Former Lady Jets Mari Hill making history for women’s basketball
By Chase Bachman, Reporter – BG Falcon Media
Inside the Stroh Center, the lights are dimmed as the BGSU player introductions are underway. Making her start for the Falcons, wearing number 11: point guard Mari Hill. Hill is a graduate of South Georgia Technical College in Americus, GA and helped lead the nationally ranked Lady Jets to the NJCAA tournament in 2019.
The dark-haired, 5-foot-6-inch athlete is the shortest girl on the court. Many would consider that a disadvantage but not Hill.

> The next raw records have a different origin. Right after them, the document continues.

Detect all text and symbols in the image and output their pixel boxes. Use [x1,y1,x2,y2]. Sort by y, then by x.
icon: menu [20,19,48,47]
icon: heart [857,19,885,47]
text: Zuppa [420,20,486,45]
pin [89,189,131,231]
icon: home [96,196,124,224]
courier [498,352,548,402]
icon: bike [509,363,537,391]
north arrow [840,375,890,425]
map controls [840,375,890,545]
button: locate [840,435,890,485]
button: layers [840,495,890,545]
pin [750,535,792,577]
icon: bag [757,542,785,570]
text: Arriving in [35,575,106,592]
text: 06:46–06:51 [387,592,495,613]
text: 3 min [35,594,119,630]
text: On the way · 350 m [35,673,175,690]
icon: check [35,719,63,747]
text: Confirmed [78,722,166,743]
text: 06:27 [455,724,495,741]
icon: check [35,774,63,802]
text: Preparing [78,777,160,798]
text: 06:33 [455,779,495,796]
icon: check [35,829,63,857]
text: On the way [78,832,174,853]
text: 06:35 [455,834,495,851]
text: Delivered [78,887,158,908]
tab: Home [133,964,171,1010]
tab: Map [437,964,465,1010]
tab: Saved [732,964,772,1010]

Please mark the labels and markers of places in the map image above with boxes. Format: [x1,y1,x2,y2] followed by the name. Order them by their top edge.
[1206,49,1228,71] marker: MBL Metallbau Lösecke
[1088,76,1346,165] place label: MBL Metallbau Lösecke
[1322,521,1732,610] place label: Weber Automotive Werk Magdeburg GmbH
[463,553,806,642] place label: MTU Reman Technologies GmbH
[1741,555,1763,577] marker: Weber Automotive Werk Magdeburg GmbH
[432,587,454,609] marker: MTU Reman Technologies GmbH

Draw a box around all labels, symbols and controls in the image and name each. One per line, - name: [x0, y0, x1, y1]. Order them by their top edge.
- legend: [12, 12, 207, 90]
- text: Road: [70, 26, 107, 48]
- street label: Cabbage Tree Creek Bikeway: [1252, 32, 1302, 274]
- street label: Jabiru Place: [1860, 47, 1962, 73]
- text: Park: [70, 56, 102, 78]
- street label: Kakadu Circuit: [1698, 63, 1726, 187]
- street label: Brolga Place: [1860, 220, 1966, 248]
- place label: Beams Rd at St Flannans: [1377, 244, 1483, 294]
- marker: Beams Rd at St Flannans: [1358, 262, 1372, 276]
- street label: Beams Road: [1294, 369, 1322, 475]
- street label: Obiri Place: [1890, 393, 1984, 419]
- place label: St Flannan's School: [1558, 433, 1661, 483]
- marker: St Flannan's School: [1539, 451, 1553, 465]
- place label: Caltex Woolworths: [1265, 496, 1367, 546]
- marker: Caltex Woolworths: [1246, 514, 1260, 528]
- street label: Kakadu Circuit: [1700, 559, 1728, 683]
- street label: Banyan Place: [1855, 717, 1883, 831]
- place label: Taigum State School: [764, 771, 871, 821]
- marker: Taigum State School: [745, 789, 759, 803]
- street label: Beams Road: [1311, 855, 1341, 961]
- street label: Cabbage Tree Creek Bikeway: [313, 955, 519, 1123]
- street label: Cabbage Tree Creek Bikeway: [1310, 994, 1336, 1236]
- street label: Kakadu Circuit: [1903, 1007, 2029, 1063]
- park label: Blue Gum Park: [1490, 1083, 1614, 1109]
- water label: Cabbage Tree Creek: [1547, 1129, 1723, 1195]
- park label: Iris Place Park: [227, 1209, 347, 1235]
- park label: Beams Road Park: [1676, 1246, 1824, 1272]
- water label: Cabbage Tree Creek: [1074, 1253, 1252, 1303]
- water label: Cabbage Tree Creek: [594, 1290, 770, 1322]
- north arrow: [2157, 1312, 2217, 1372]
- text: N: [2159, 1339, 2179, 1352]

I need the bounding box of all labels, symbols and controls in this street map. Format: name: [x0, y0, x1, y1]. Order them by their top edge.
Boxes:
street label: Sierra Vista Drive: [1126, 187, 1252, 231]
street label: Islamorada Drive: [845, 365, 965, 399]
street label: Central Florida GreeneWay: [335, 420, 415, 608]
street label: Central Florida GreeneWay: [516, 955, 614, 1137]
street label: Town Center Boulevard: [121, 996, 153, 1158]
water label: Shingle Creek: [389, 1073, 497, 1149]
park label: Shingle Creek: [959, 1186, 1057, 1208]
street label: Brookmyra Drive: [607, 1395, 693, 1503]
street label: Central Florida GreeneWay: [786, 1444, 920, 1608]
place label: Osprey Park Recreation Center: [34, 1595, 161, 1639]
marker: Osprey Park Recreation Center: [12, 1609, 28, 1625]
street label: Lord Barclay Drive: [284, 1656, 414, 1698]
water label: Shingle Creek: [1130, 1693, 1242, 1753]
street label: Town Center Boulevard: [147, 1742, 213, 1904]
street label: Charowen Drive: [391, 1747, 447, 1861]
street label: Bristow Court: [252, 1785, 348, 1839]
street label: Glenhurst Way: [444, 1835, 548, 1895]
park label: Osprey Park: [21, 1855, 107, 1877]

In her first game as a Falcon, the junior transfer tallied nine steals, falling one shy of the school’s single-game record. Hill may have been short of the achievement, but she made history just by stepping on the court. Hill is the first Japanese native to play women’s basketball in the Mid-American Conference. Hill is the latest in only a handful of Japanese nationals to have played basketball at the NCAA Division I level.
Growing up in Nagakute, Japan, Hill said she had an upbringing unlike the rest of her teammates.
“It’s just so different,” Hill said. “The food is different. The language is different. Nothing is the same.”
Hill’s father, Harry, further added to this unique upbringing. He moved to Japan in 1985 and worked as an English teacher, serving hundreds of schools over a two year period. It was during this time that he met his future wife, Yumiko, at a dojo.
The two married in 1988, and shortly after left for the United States where Hill’s father worked on Wall Street. The couple returned to Japan only two years later. Hill spent the 1990s organizing several different business projects. He returned once again to the U.S. in 1997. He finally settled in Japan in 1999 to join a marketing firm, becoming its president in 2006.
“I think that being an international family, Mari always knew there was a world beyond Japan,” Hill’s father said.
Hill grew up in an athletic family. Her father is a fifth degree black belt in shorinji kempo, a martial art style similar to kung fu. Her mother was athletic. Her sisters played basketball. Her parents felt that their five children should be outdoors, being physically active. Her father says the kids would spend as much as five or six hours a day playing anything from tag to volleyball.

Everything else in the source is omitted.